● DIRECTIONS: Repeat every entry word for word; omit all pictures.

● GIVEN RECORDS:
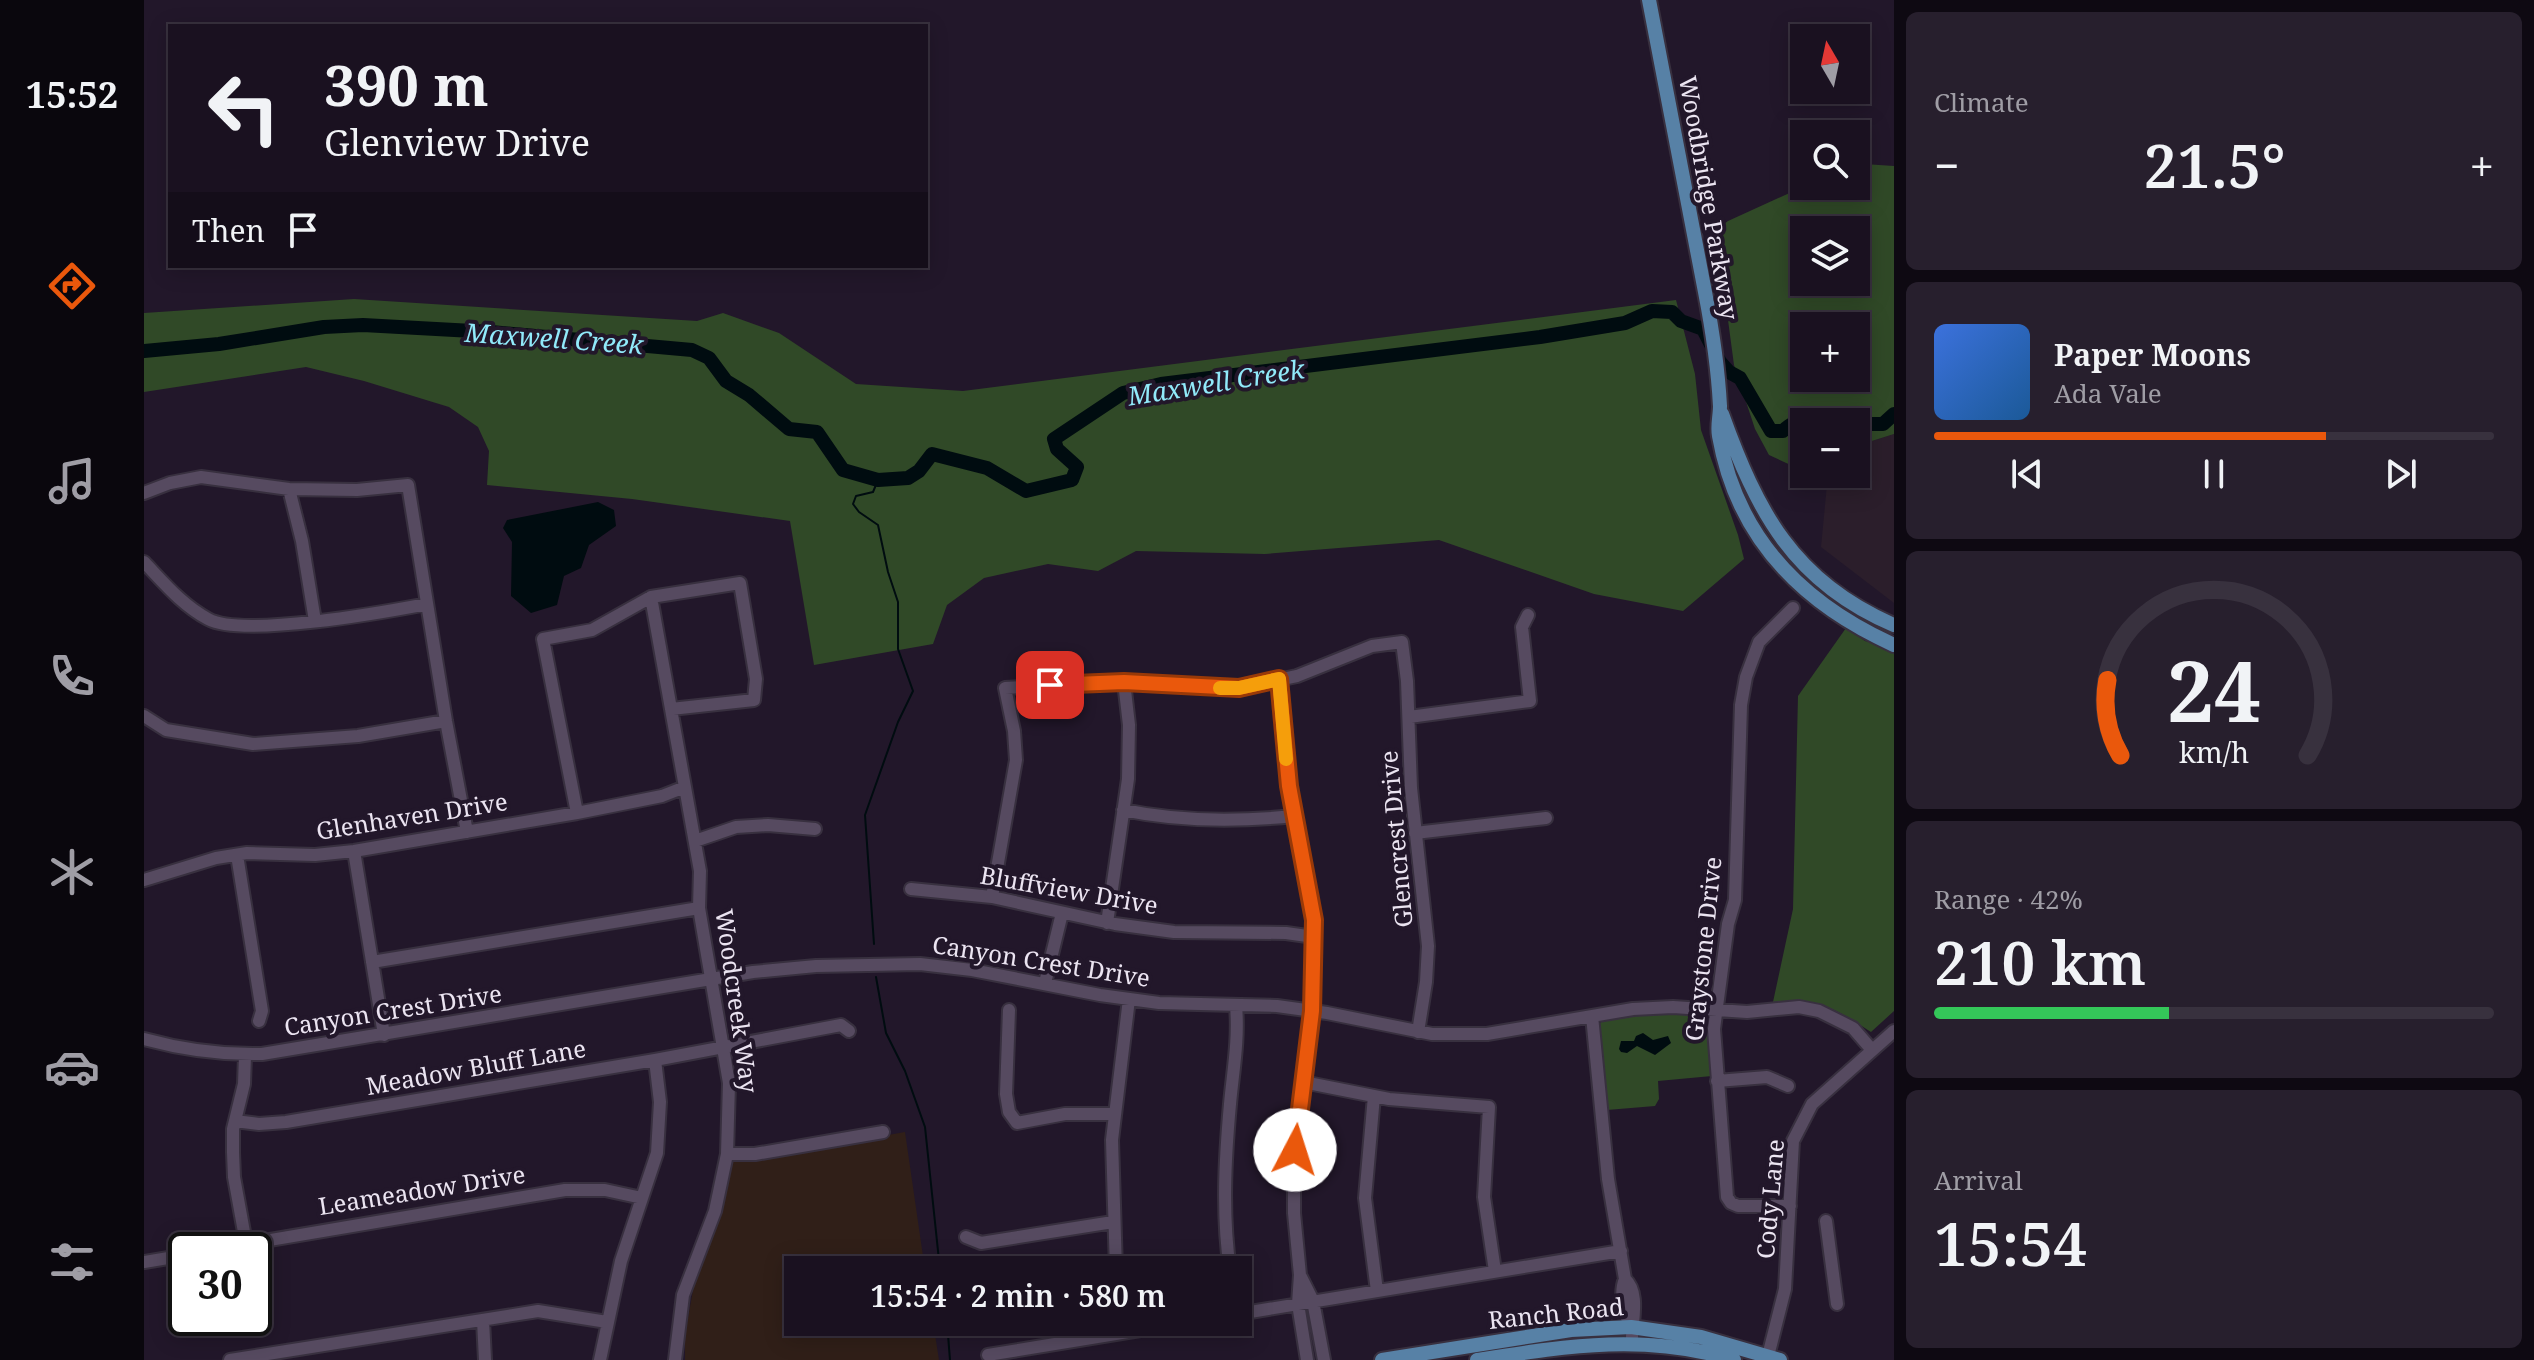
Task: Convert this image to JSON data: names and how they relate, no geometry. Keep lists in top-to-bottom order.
{
  "streets": {
    "main road": ["Woodbridge Parkway", "Ranch Road"],
    "street": [
      "Glenhaven Drive",
      "Glencrest Drive",
      "Bluffview Drive",
      "Graystone Drive",
      "Canyon Crest Drive",
      "Woodcreek Way",
      "Meadow Bluff Lane",
      "Leameadow Drive",
      "Cody Lane"
    ]
  },
  "crossings": [
    ["Glenhaven Drive", "Woodcreek Way"],
    ["Glencrest Drive", "Canyon Crest Drive"],
    ["Graystone Drive", "Canyon Crest Drive"],
    ["Graystone Drive", "Cody Lane"],
    ["Canyon Crest Drive", "Woodcreek Way"],
    ["Canyon Crest Drive", "Cody Lane"],
    ["Woodcreek Way", "Meadow Bluff Lane"],
    ["Cody Lane", "Ranch Road"]
  ],
  "water": ["Maxwell Creek"],
  "north": "top",
  "page": {
    "tabs": "15:52",
    "tile": [
      "Climate",
      ["Range · 42%", "210 km"],
      ["Arrival", "15:54"]
    ],
    "map_buttons": ["+", "−"],
    "turn": ["390 m", "Glenview Drive"],
    "heat": ["−", "21.5°", "+"],
    "then": "Then",
    "song": ["Paper Moons", "Ada Vale"],
    "limit": "30",
    "trip": "15:54 · 2 min · 580 m",
    "gauge": ["24", "km/h"]
  }
}
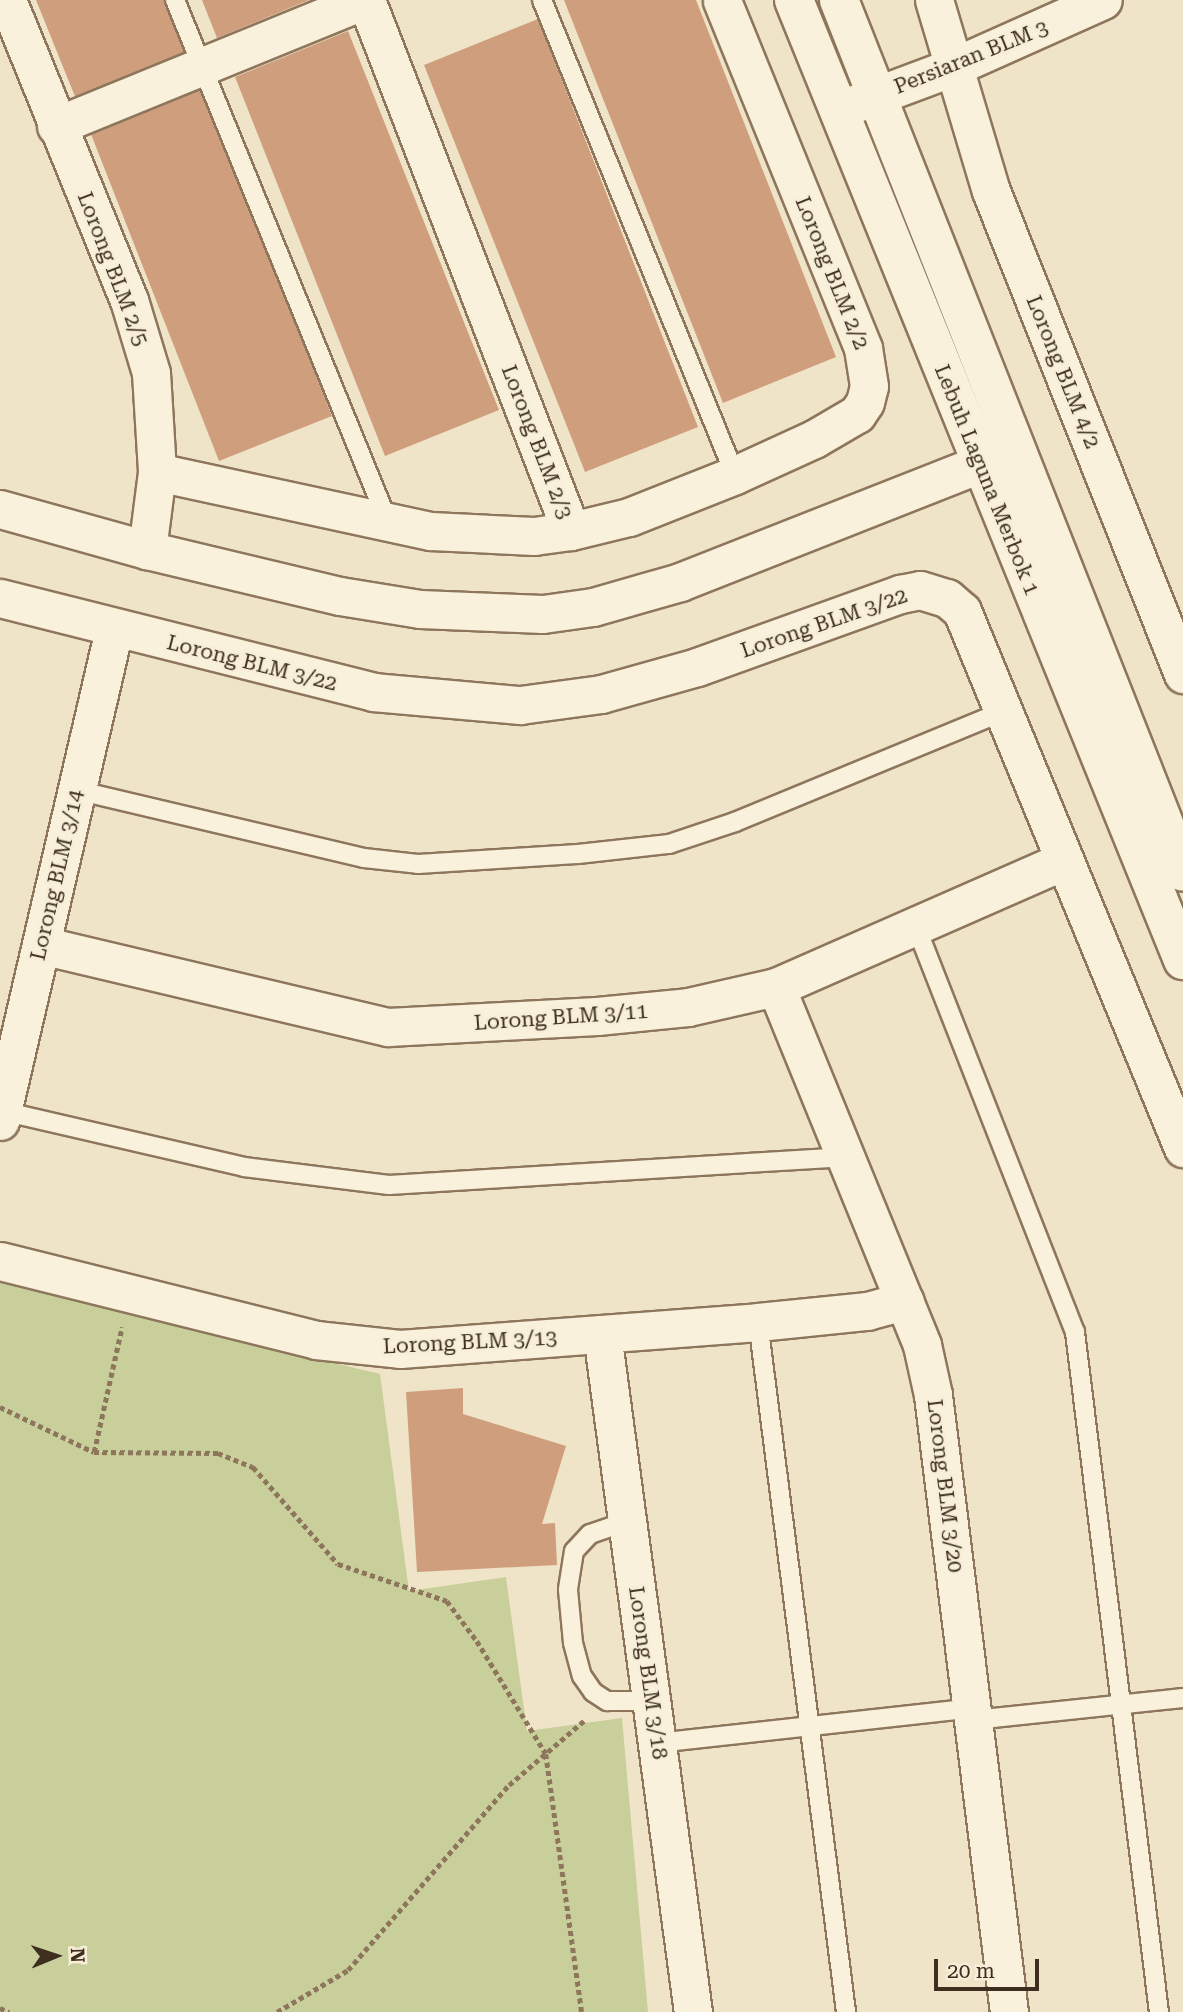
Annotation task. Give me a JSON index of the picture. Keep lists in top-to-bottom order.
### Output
{
  "streets": {
    "street": [
      "Persiaran BLM 3",
      "Lorong BLM 2/5",
      "Lorong BLM 2/2",
      "Lorong BLM 4/2",
      "Lorong BLM 2/3",
      "Lebuh Laguna Merbok 1",
      "Lorong BLM 3/22",
      "Lorong BLM 3/14",
      "Lorong BLM 3/11",
      "Lorong BLM 3/13",
      "Lorong BLM 3/20",
      "Lorong BLM 3/18"
    ]
  },
  "crossings": [
    ["Persiaran BLM 3", "Lorong BLM 4/2"],
    ["Persiaran BLM 3", "Lebuh Laguna Merbok 1"],
    ["Lorong BLM 2/5", "Lorong BLM 2/3"],
    ["Lorong BLM 2/2", "Lorong BLM 2/3"],
    ["Lorong BLM 3/22", "Lorong BLM 3/14"],
    ["Lorong BLM 3/22", "Lorong BLM 3/11"],
    ["Lorong BLM 3/14", "Lorong BLM 3/11"],
    ["Lorong BLM 3/11", "Lorong BLM 3/20"],
    ["Lorong BLM 3/13", "Lorong BLM 3/20"],
    ["Lorong BLM 3/13", "Lorong BLM 3/18"]
  ],
  "scale_bar": "20 m",
  "north": "right"
}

● OUTPUT:
Task: Convert this image to JSON data: names and how they relate, no geometry. Keep lists in top-to-bottom order.
{
  "streets": {
    "main road": ["Woodbridge Parkway", "Ranch Road"],
    "street": [
      "Glenhaven Drive",
      "Glencrest Drive",
      "Bluffview Drive",
      "Graystone Drive",
      "Canyon Crest Drive",
      "Woodcreek Way",
      "Meadow Bluff Lane",
      "Leameadow Drive",
      "Cody Lane"
    ]
  },
  "crossings": [
    ["Glenhaven Drive", "Woodcreek Way"],
    ["Glencrest Drive", "Canyon Crest Drive"],
    ["Graystone Drive", "Canyon Crest Drive"],
    ["Graystone Drive", "Cody Lane"],
    ["Canyon Crest Drive", "Woodcreek Way"],
    ["Canyon Crest Drive", "Cody Lane"],
    ["Woodcreek Way", "Meadow Bluff Lane"],
    ["Cody Lane", "Ranch Road"]
  ],
  "water": ["Maxwell Creek"],
  "north": "top",
  "page": {
    "tabs": "15:52",
    "tile": [
      "Climate",
      ["Range · 42%", "210 km"],
      ["Arrival", "15:54"]
    ],
    "map_buttons": ["+", "−"],
    "turn": ["390 m", "Glenview Drive"],
    "heat": ["−", "21.5°", "+"],
    "then": "Then",
    "song": ["Paper Moons", "Ada Vale"],
    "limit": "30",
    "trip": "15:54 · 2 min · 580 m",
    "gauge": ["24", "km/h"]
  }
}
Annotation task. Give me a JSON index of the picture. Keep lists in top-to-bottom order.
### Output
{
  "streets": {
    "street": [
      "Persiaran BLM 3",
      "Lorong BLM 2/5",
      "Lorong BLM 2/2",
      "Lorong BLM 4/2",
      "Lorong BLM 2/3",
      "Lebuh Laguna Merbok 1",
      "Lorong BLM 3/22",
      "Lorong BLM 3/14",
      "Lorong BLM 3/11",
      "Lorong BLM 3/13",
      "Lorong BLM 3/20",
      "Lorong BLM 3/18"
    ]
  },
  "crossings": [
    ["Persiaran BLM 3", "Lorong BLM 4/2"],
    ["Persiaran BLM 3", "Lebuh Laguna Merbok 1"],
    ["Lorong BLM 2/5", "Lorong BLM 2/3"],
    ["Lorong BLM 2/2", "Lorong BLM 2/3"],
    ["Lorong BLM 3/22", "Lorong BLM 3/14"],
    ["Lorong BLM 3/22", "Lorong BLM 3/11"],
    ["Lorong BLM 3/14", "Lorong BLM 3/11"],
    ["Lorong BLM 3/11", "Lorong BLM 3/20"],
    ["Lorong BLM 3/13", "Lorong BLM 3/20"],
    ["Lorong BLM 3/13", "Lorong BLM 3/18"]
  ],
  "scale_bar": "20 m",
  "north": "right"
}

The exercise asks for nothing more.